*** Opening Given records ***

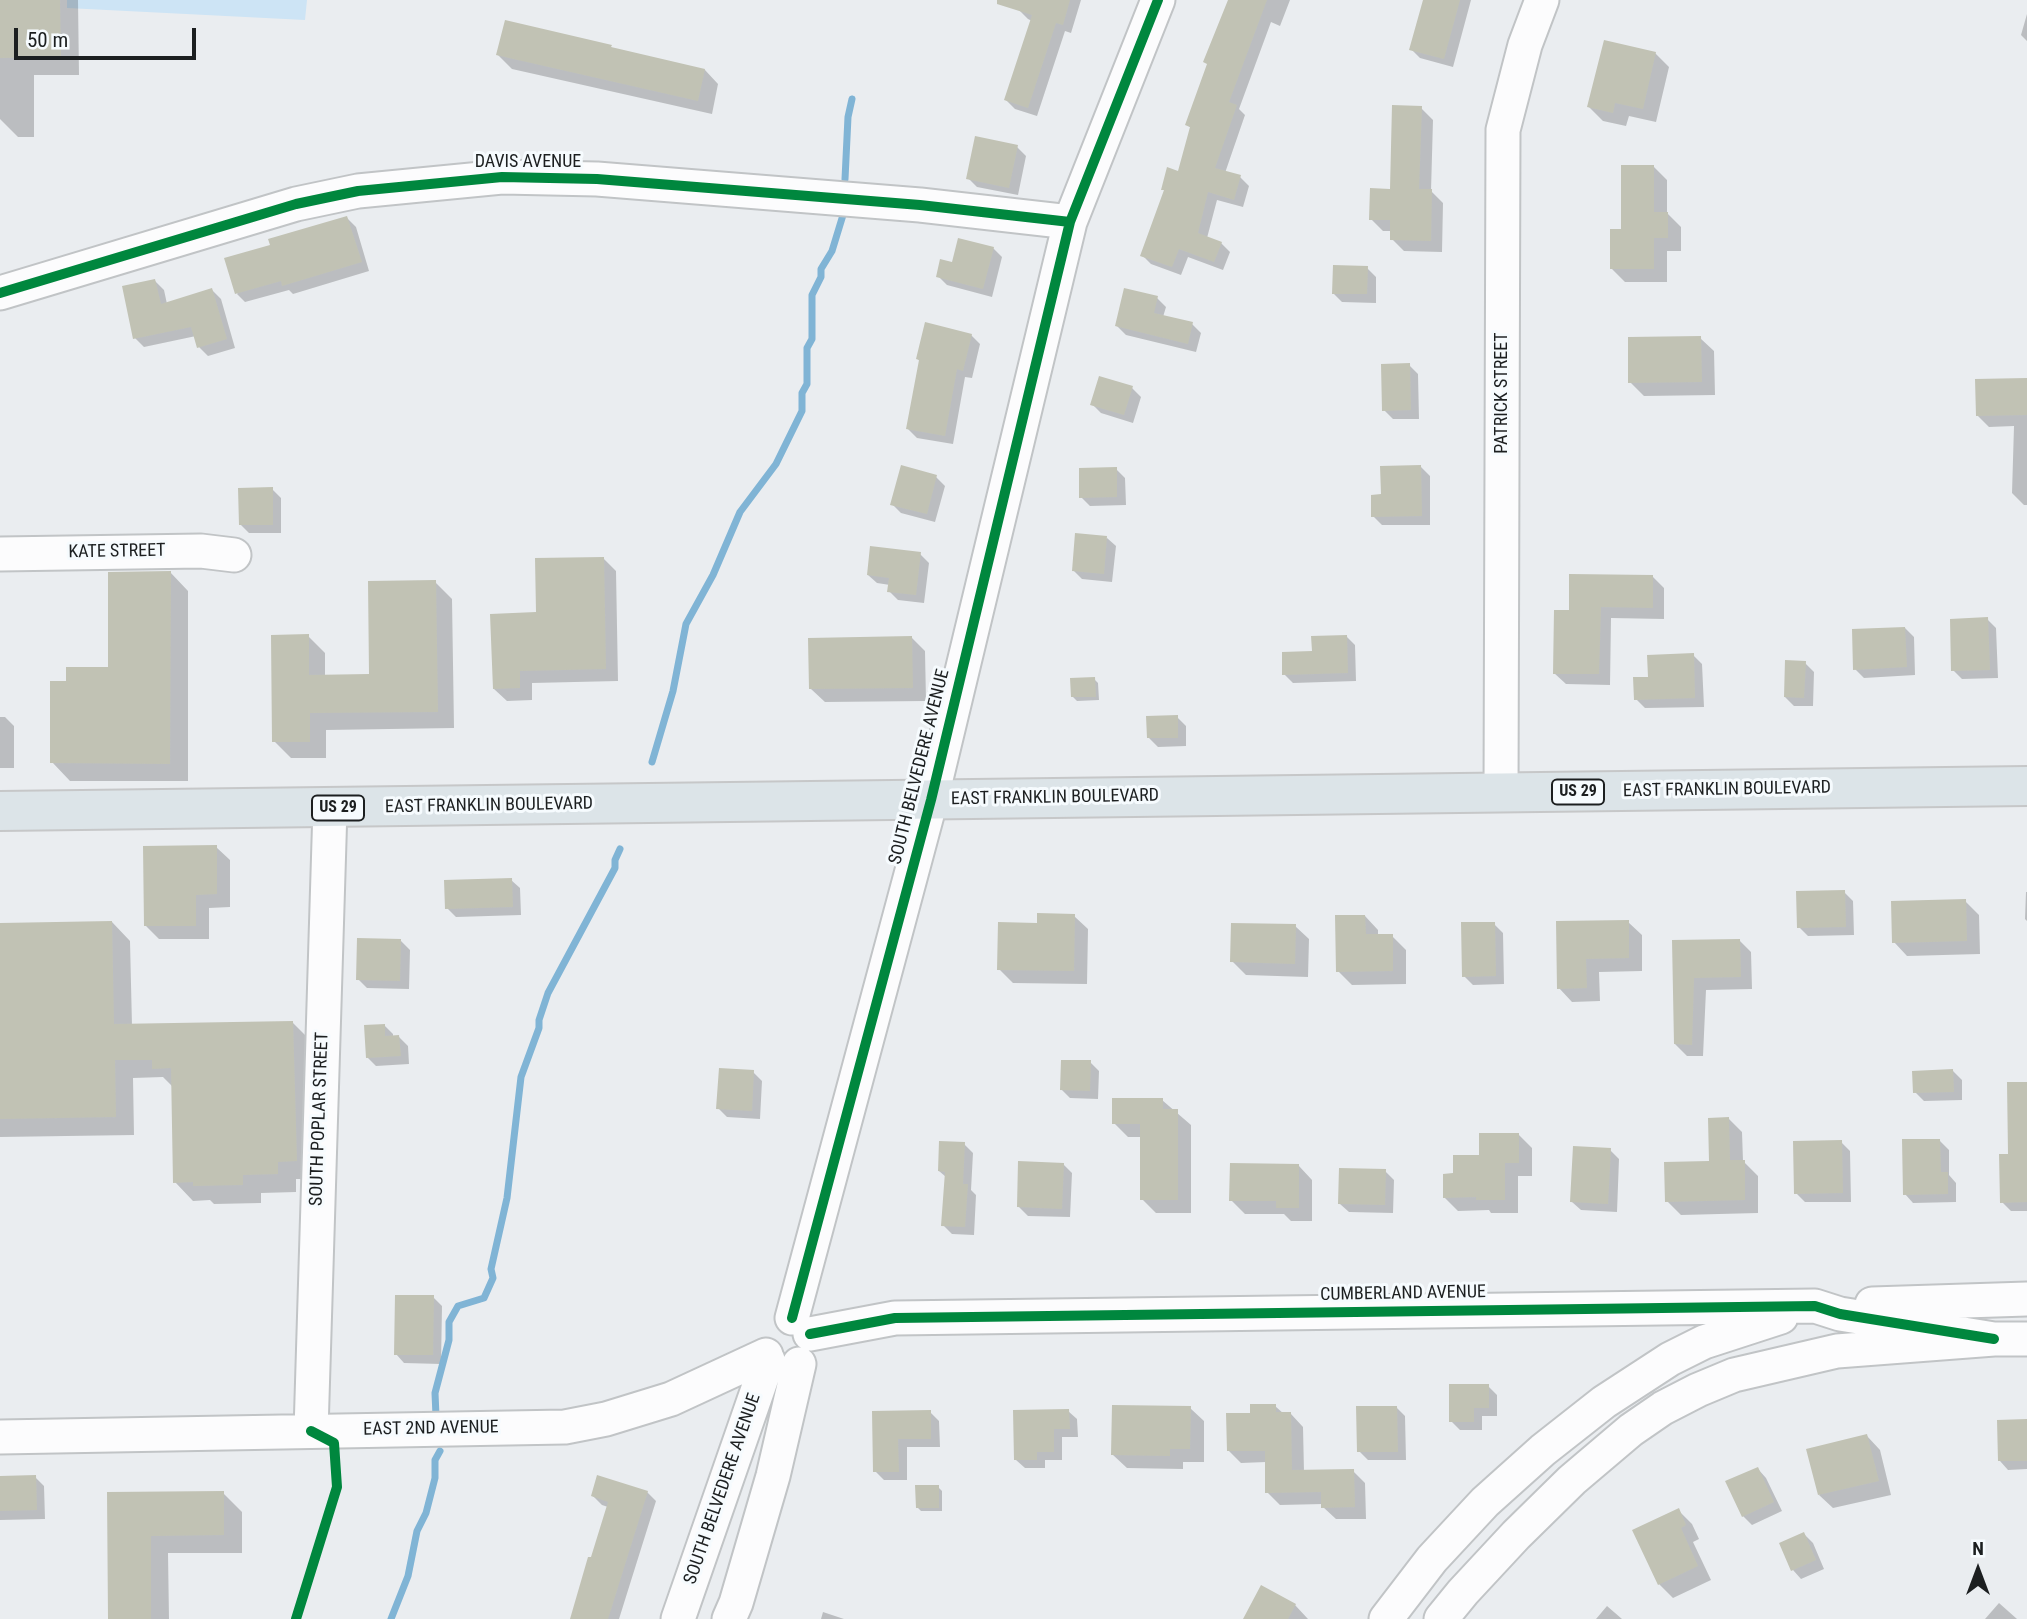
<!DOCTYPE html>
<style>
body{margin:0}
#map{position:relative;width:2027px;height:1619px;overflow:hidden;background:#eaedf0;font-family:"Roboto Condensed",sans-serif}
canvas{display:block}
.north{position:absolute;left:1943px;top:1535px;width:70px;height:70px;-webkit-text-stroke:5px #f6fbfe;paint-order:stroke;rotate:0deg;font-size:19px;font-weight:700;line-height:28px;text-align:center;color:#1c1f20}
.north::after{content:'';display:block;margin:auto;width:24px;height:32px;background:#1c1f20;clip-path:polygon(50% 0,100% 100%,50% 72%,0 100%)}
.scale{position:absolute;left:14px;top:28px;width:182px;height:32px;box-sizing:border-box;border:4px solid #1c1f20;border-top:0;padding-left:9px;font-size:21px;line-height:24px;white-space:nowrap;color:#1c1f20;-webkit-text-stroke:5px #f6fbfe;paint-order:stroke}
</style>
<div id="map">
<canvas width="2027" height="1619"></canvas>
<div class="north">N</div>
<div class="scale">50 m</div>
</div>
<script>
const c = document.querySelector('canvas').getContext('2d');
c.lineJoin = 'round';
function paint(path, color) { c.fillStyle = color; c.fill(path, 'evenodd'); }
const toPath = rows => new Path2D(rows.map(r => 'M' + r).join(''));
function stroke(path, color, width, dash) { c.strokeStyle = color; c.lineWidth = width; c.lineCap = dash ? 'butt' : 'round'; c.setLineDash(dash || []); c.stroke(path); }
function drawText(font, color, halo, rows, align = 'center') {
  c.font = font + ' "Roboto Condensed",sans-serif'; c.lineWidth = 6; c.setLineDash([]); c.textBaseline = 'middle'; c.strokeStyle = halo; c.fillStyle = color; for (const [text, x, y, turn = 0] of rows) {
    c.save(); c.translate(x, y); c.rotate((+turn || 0) * Math.PI / 180); c.textAlign = isNaN(turn) ? turn : align; if (halo) c.strokeText(text, 0, 0); c.fillText(text, 0, 0); c.restore();
  }
}
const green = toPath([
 [67,0,307,0,305,20,67,8]
]);
const shadow = toPath([
 [0,0,78,0,79,75,34,75,34,137,18,137,0,119],
 [1023,0,1081,0,1071,33,1065,31,1037,116,1015,109,1006,100,1032,21,1028,19,1019,10],
 [1230,0,1290,0,1280,26,1271,22,1239,109,1245,115,1225,173,1240,177,1249,186,1243,207,1217,200,1207,238,1221,243,1230,252,1223,270,1188,257,1181,275,1151,264,1142,255,1165,192,1163,189,1179,173,1191,128,1187,125],
 [1424,0,1471,0,1453,67,1420,58,1411,49],
 [2027,14,2027,41,2021,35],
 [611,47,614,50,705,70,718,84,712,114,512,69,498,55],
 [1655,53,1669,67,1656,122,1629,116,1626,126,1603,121,1589,107],
 [1421,108,1433,120,1431,191,1443,203,1442,252,1404,251,1392,239,1392,231,1383,231,1371,219,1392,190],
 [1017,147,1026,156,1018,195,977,187,968,178],
 [1654,167,1667,180,1667,213,1681,227,1681,251,1667,251,1667,282,1625,282,1612,269,1623,231],
 [347,218,356,227,369,271,293,294,289,290,245,302,237,294,272,246],
 [993,248,1002,257,992,297,947,285,938,276,953,264],
 [1367,268,1376,277,1376,303,1342,302,1333,293],
 [155,281,164,290,167,304,212,290,221,299,235,348,208,356,199,347,196,336,144,347,135,338],
 [1157,298,1166,307,1163,317,1192,324,1201,333,1196,352,1126,335,1117,326],
 [971,335,980,344,972,378,965,377,953,444,917,438,908,429,920,362,918,359],
 [1700,338,1714,351,1715,395,1644,396,1630,382],
 [1409,365,1418,374,1419,419,1393,419,1384,410],
 [1100,378,1132,388,1141,397,1133,423,1101,413,1092,404],
 [2027,380,2027,505,2024,505,2012,493,2014,426,1989,427,1977,415],
 [1421,467,1430,476,1430,525,1382,525,1373,516],
 [1116,469,1125,478,1126,505,1090,506,1081,497],
 [936,477,945,486,935,522,901,513,892,504],
 [272,489,281,498,281,533,249,533,240,524],
 [1107,538,1116,546,1112,582,1082,579,1073,570],
 [920,554,929,563,924,603,898,600,889,591,890,585,877,583,868,575],
 [603,558,616,571,618,681,532,683,532,700,507,701,494,689,538,614],
 [170,572,188,591,188,781,70,781,52,762,68,683,109,668],
 [1653,577,1664,588,1664,619,1611,618,1610,685,1566,684,1554,673,1571,612],
 [435,582,452,599,454,728,326,730,326,758,291,758,274,741,308,636,325,653,325,676,371,676],
 [1987,619,1996,628,1998,678,1962,679,1953,670],
 [1905,628,1914,637,1915,675,1864,678,1855,669],
 [1346,636,1355,645,1356,681,1293,683,1284,674,1314,653],
 [912,638,925,651,926,701,825,702,811,689],
 [1693,655,1702,664,1704,707,1645,708,1636,699,1649,679],
 [1805,663,1814,672,1813,706,1794,706,1785,697],
 [1094,679,1098,683,1099,700,1077,701,1073,697],
 [0,717,5,717,14,726,14,768,0,768],
 [1177,717,1186,726,1186,746,1158,747,1149,738],
 [216,847,230,860,230,907,209,908,209,939,159,939,146,926],
 [511,880,520,888,521,915,456,917,447,908],
 [1844,892,1853,901,1854,935,1808,936,1799,927],
 [2026,892,2027,892,2027,921,2025,919],
 [1965,901,1979,915,1980,954,1907,956,1894,942],
 [1074,916,1088,929,1087,984,1013,983,999,969,1038,924],
 [1365,916,1378,930,1378,936,1392,936,1406,950,1406,984,1352,985,1338,971],
 [112,922,130,941,132,1026,293,1023,311,1041,314,1179,296,1179,296,1192,261,1193,261,1203,214,1204,210,1200,193,1201,175,1182,173,1087,163,1077,133,1078,134,1135,0,1137,0,925],
 [1628,922,1642,935,1642,971,1599,972,1600,1001,1572,1002,1559,988,1557,923],
 [1494,924,1503,933,1504,984,1473,985,1464,976],
 [1295,926,1309,939,1308,977,1246,975,1232,961],
 [1739,940,1751,952,1752,989,1706,990,1703,1056,1687,1056,1675,1044,1673,942],
 [401,941,410,950,409,989,367,988,358,979],
 [384,1025,393,1034,393,1037,399,1037,408,1046,409,1064,376,1066,367,1057],
 [1090,1062,1099,1071,1098,1099,1070,1098,1061,1089],
 [1953,1071,1962,1080,1962,1100,1924,1101,1915,1092],
 [753,1072,762,1081,760,1119,727,1117,718,1108],
 [2027,1084,2027,1211,2011,1211,2002,1202,2010,1156],
 [1162,1100,1191,1125,1191,1213,1156,1213,1142,1199,1142,1137,1128,1137,1114,1123],
 [1729,1119,1742,1132,1743,1161,1758,1176,1758,1213,1681,1215,1667,1201,1711,1163],
 [1518,1134,1532,1148,1532,1176,1518,1176,1518,1213,1491,1213,1489,1210,1458,1211,1444,1197,1455,1175,1481,1157],
 [1940,1141,1949,1150,1949,1175,1956,1183,1956,1202,1913,1203,1905,1194],
 [1841,1142,1850,1151,1851,1202,1805,1202,1796,1193],
 [964,1144,973,1153,971,1190,976,1195,974,1235,952,1234,943,1225,946,1177,939,1171],
 [1610,1150,1619,1159,1617,1212,1581,1210,1572,1202],
 [1063,1164,1072,1173,1070,1217,1028,1216,1019,1207],
 [1299,1166,1312,1180,1312,1221,1291,1221,1284,1214,1245,1214,1231,1200],
 [1385,1171,1394,1180,1393,1213,1349,1212,1340,1204],
 [433,1297,442,1306,441,1364,404,1363,396,1354],
 [1488,1386,1497,1395,1497,1416,1482,1416,1482,1430,1460,1430,1451,1421],
 [1275,1406,1284,1414,1291,1414,1303,1427,1304,1472,1353,1471,1365,1483,1366,1519,1336,1519,1323,1507,1323,1504,1280,1505,1267,1492,1266,1462,1241,1463,1228,1450],
 [1396,1407,1405,1416,1406,1460,1368,1460,1359,1451],
 [1190,1408,1204,1421,1204,1462,1183,1462,1183,1469,1127,1468,1113,1455],
 [1068,1411,1077,1419,1078,1437,1062,1437,1062,1460,1045,1460,1045,1468,1025,1468,1016,1460],
 [930,1412,939,1421,940,1447,907,1447,907,1480,884,1480,875,1471,874,1413],
 [2027,1421,2027,1469,2008,1470,2000,1461],
 [1867,1436,1880,1450,1891,1495,1833,1508,1819,1495],
 [1758,1469,1766,1478,1782,1511,1752,1525,1743,1516],
 [35,1477,44,1486,45,1519,0,1520,0,1478],
 [938,1487,942,1491,942,1511,921,1511,917,1507],
 [647,1492,656,1501,619,1619,576,1619,608,1507,602,1505,593,1496],
 [223,1493,242,1512,242,1553,168,1553,169,1619,110,1619,109,1494],
 [1678,1510,1692,1524,1699,1539,1693,1542,1711,1580,1673,1598,1659,1584],
 [1804,1534,1813,1543,1824,1569,1801,1579,1793,1570],
 [1999,1603,2017,1619,1985,1619],
 [1295,1605,1308,1619,1245,1619],
 [1607,1606,1622,1619,1596,1619],
 [823,1612,844,1619,821,1619]
]);
const stream = toPath([
 [845,179,848,117,852,99],
 [652,762,673,691,686,624,713,575,740,512,776,464,802,411,802,393,807,384,807,348,812,339,812,295,821,277,821,269,832,251,843,215],
 [436,1416,435,1393,449,1340,449,1322,458,1306,484,1298,493,1278,491,1269,507,1198,521,1077,539,1028,539,1020,548,993,615,868,615,860,620,849],
 [391,1619,408,1576,417,1531,426,1513,435,1478,435,1460,440,1451]
]);
const building = toPath([
 [0,0,60,0,61,57,0,58],
 [997,0,1070,0,1063,25,1056,23,1028,108,1004,100,1032,15,997,4],
 [1228,0,1267,0,1229,102,1237,105,1215,168,1241,175,1234,200,1208,192,1198,233,1222,242,1214,262,1179,249,1172,267,1140,256,1164,190,1161,190,1167,167,1178,171,1190,127,1185,125,1207,64,1203,62],
 [1423,0,1460,0,1444,59,1409,50],
 [505,20,612,45,611,47,705,69,698,101,496,55],
 [1604,40,1656,52,1643,109,1615,103,1613,113,1587,107],
 [1392,105,1422,106,1419,189,1432,189,1431,241,1390,240,1390,220,1369,220,1370,188,1390,189],
 [975,136,1018,145,1009,188,966,179],
 [1621,165,1654,165,1654,212,1668,212,1668,238,1654,238,1654,269,1610,269,1610,229,1621,229],
 [347,216,362,262,282,286,281,281,235,294,224,258,270,245,268,239],
 [958,238,994,247,983,289,936,277,940,259,952,262],
 [1333,265,1368,266,1367,294,1332,294],
 [155,279,161,304,212,288,227,339,197,348,191,327,133,339,122,286],
 [1124,288,1158,296,1154,313,1193,322,1188,344,1115,326],
 [925,322,972,334,963,371,957,369,945,436,906,429,919,360,916,359],
 [1701,336,1702,382,1628,383,1628,337],
 [1410,363,1411,410,1382,411,1381,364],
 [1099,376,1133,386,1124,415,1090,405],
 [2027,378,2027,415,1976,416,1975,379],
 [901,465,937,475,927,514,890,505],
 [1421,465,1422,516,1371,517,1371,495,1381,494,1380,466],
 [1117,467,1117,497,1079,498,1079,468],
 [273,487,273,525,239,525,238,488],
 [1075,533,1107,536,1104,574,1072,571],
 [870,546,921,552,916,595,887,592,889,578,867,575],
 [604,557,606,669,520,671,520,688,493,689,490,614,536,612,535,558],
 [171,571,170,764,50,763,50,681,66,681,66,667,108,667,108,572],
 [1569,574,1653,575,1653,608,1601,607,1599,674,1553,674,1554,610,1569,610],
 [436,580,438,712,310,713,310,742,272,742,271,635,309,634,309,675,369,674,368,581],
 [1988,617,1990,670,1951,671,1950,619],
 [1905,627,1907,667,1853,670,1852,629],
 [1347,635,1348,673,1282,675,1282,652,1312,651,1311,636],
 [912,636,913,688,809,689,808,638],
 [1694,653,1695,698,1634,700,1633,677,1648,677,1647,655],
 [1785,660,1806,661,1804,698,1784,697],
 [1095,677,1096,697,1071,697,1070,678],
 [1178,715,1178,738,1147,738,1146,716],
 [217,845,217,894,196,895,196,926,144,926,143,846],
 [512,878,513,907,445,909,444,880],
 [1845,890,1846,927,1797,928,1796,891],
 [1966,899,1967,941,1892,943,1891,901],
 [1037,913,1075,914,1074,971,997,970,998,922,1037,923],
 [1335,915,1365,915,1366,934,1393,934,1393,971,1336,972],
 [1629,920,1629,958,1586,959,1587,988,1557,989,1556,921],
 [112,921,114,1024,293,1021,297,1161,278,1162,278,1174,243,1175,243,1185,193,1186,193,1182,173,1183,171,1068,152,1069,152,1060,115,1060,116,1117,0,1119,0,923],
 [1461,922,1495,922,1496,976,1462,977],
 [1231,923,1296,924,1295,964,1230,962],
 [357,938,401,939,400,981,356,980],
 [1740,939,1741,977,1694,978,1692,1045,1674,1044,1672,940],
 [385,1024,385,1036,399,1035,401,1056,366,1058,364,1025],
 [1061,1060,1091,1060,1090,1091,1060,1090],
 [719,1068,754,1070,752,1111,716,1109],
 [1953,1069,1954,1092,1913,1093,1912,1071],
 [2007,1082,2027,1082,2027,1202,2000,1203,1999,1154,2008,1154],
 [1112,1098,1163,1098,1163,1109,1178,1109,1178,1200,1140,1200,1140,1124,1112,1124],
 [1729,1117,1730,1160,1745,1160,1745,1200,1665,1202,1664,1162,1709,1161,1708,1118],
 [1479,1133,1519,1133,1519,1163,1505,1163,1505,1200,1476,1200,1476,1197,1443,1198,1443,1174,1453,1173,1453,1155,1479,1155],
 [1902,1139,1940,1139,1941,1172,1948,1172,1948,1194,1903,1195],
 [1842,1140,1843,1193,1794,1194,1793,1141],
 [939,1141,965,1142,963,1184,968,1184,965,1227,941,1226,945,1172,938,1171],
 [1573,1146,1611,1148,1608,1204,1570,1202],
 [1018,1161,1064,1163,1062,1209,1017,1207],
 [1230,1163,1299,1164,1299,1208,1276,1208,1276,1201,1229,1201],
 [1339,1168,1386,1169,1385,1205,1338,1204],
 [395,1295,434,1295,433,1355,394,1355],
 [1449,1384,1489,1384,1489,1408,1474,1408,1474,1422,1449,1422],
 [1250,1404,1276,1404,1276,1412,1291,1412,1292,1470,1354,1469,1355,1507,1321,1508,1321,1492,1265,1493,1265,1451,1227,1451,1226,1413,1250,1413],
 [1112,1405,1191,1406,1190,1449,1170,1449,1170,1456,1111,1455],
 [1356,1406,1397,1406,1398,1452,1357,1452],
 [1069,1409,1070,1429,1054,1429,1054,1452,1037,1452,1037,1460,1014,1460,1013,1410],
 [931,1410,931,1439,898,1439,899,1472,873,1472,872,1411],
 [2027,1419,2027,1461,1998,1461,1997,1420],
 [1867,1434,1879,1481,1818,1495,1806,1449],
 [1758,1467,1774,1502,1742,1517,1725,1481],
 [36,1475,37,1510,0,1511,0,1476],
 [597,1475,648,1491,608,1619,570,1619,588,1557,591,1557,608,1502,591,1496],
 [915,1485,939,1485,939,1508,916,1508],
 [224,1491,224,1535,151,1536,151,1619,108,1619,107,1492],
 [1679,1508,1686,1525,1681,1528,1698,1566,1658,1585,1632,1530],
 [1804,1532,1816,1560,1791,1571,1779,1543],
 [1261,1585,1296,1604,1288,1619,1243,1619]
]);
const minor = toPath([
 [0,293,296,204,358,191,502,177,597,179,920,205,1070,222],
 [0,554,201,551,234,555],
 [1501,793,1503,130,1525,45,1542,0],
 [1872,1304,2027,1299],
 [792,1318,931,800,1070,222,1158,0],
 [810,1334,895,1318,1815,1306,1840,1314,1994,1339],
 [311,1431,330,808],
 [0,1437,565,1427,606,1419,671,1399,766,1355],
 [678,1619,768,1360],
 [729,1619,736,1603,773,1476,799,1364],
 [1386,1619,1432,1559,1485,1502,1543,1450,1604,1402,1670,1359,1704,1342,1781,1317],
 [1441,1619,1463,1592,1516,1535,1572,1480,1631,1430,1663,1408,1698,1390,1734,1375,1837,1351,1994,1339,2027,1339]
]);
const major = toPath([
 [0,811,2027,786]
]);
const cycleway = toPath([
 [0,293,296,204,358,191,502,177,597,179,920,205,1070,222],
 [792,1318,931,800,1070,222,1158,0],
 [810,1334,895,1318,1815,1306,1840,1314,1994,1339],
 [296,1619,337,1487,334,1443,311,1431]
]);
const shields = [
 [1578,792,52],
 [338,808,52]
];
const shieldNames = [
 ["US 29",1578,792],
 ["US 29",338,808]
];
const streetNames = [
 ["DAVIS AVENUE",528,162],
 ["PATRICK STREET",1502,393,-90],
 ["KATE STREET",117,552,-1],
 ["SOUTH BELVEDERE AVENUE",920,767,-76],
 ["EAST FRANKLIN BOULEVARD",1727,790,-1],
 ["EAST FRANKLIN BOULEVARD",1055,798,-1],
 ["EAST FRANKLIN BOULEVARD",489,806,-1],
 ["SOUTH POPLAR STREET",320,1119,-88],
 ["CUMBERLAND AVENUE",1403,1294,-1],
 ["EAST 2ND AVENUE",431,1429,-1],
 ["SOUTH BELVEDERE AVENUE",723,1489,-71]
];
paint(green, '#cde4f5');
paint(shadow, '#0003');
stroke(stream, '#80b4d5', 7);
paint(building, '#c1c2b4');
stroke(minor, '#c1c4c6', 37);
stroke(major, '#c6c7c8', 42);
stroke(minor, '#fcfcfd', 33);
stroke(major, '#dce4e8', 38);
stroke(cycleway, '#00873e', 10);
for (const [x, y, w] of shields) { const box = new Path2D(); box.roundRect(x - w / 2, y - 12.5, w, 25, 5); c.fillStyle = '#f6fbfe'; c.fill(box); stroke(box, '#1c1f20', 2); }
drawText('bold 16px', '#1c1f20', null, shieldNames);
drawText('18px', '#1c1f20', '#f6fbfe', streetNames);
</script>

*** Closing Given records ***

- [What needs to be done]:
Copy out all lines above holding "EAST".

- [Answer to this problem]:
 ["EAST FRANKLIN BOULEVARD",1727,790,-1],
 ["EAST FRANKLIN BOULEVARD",1055,798,-1],
 ["EAST FRANKLIN BOULEVARD",489,806,-1],
 ["EAST 2ND AVENUE",431,1429,-1],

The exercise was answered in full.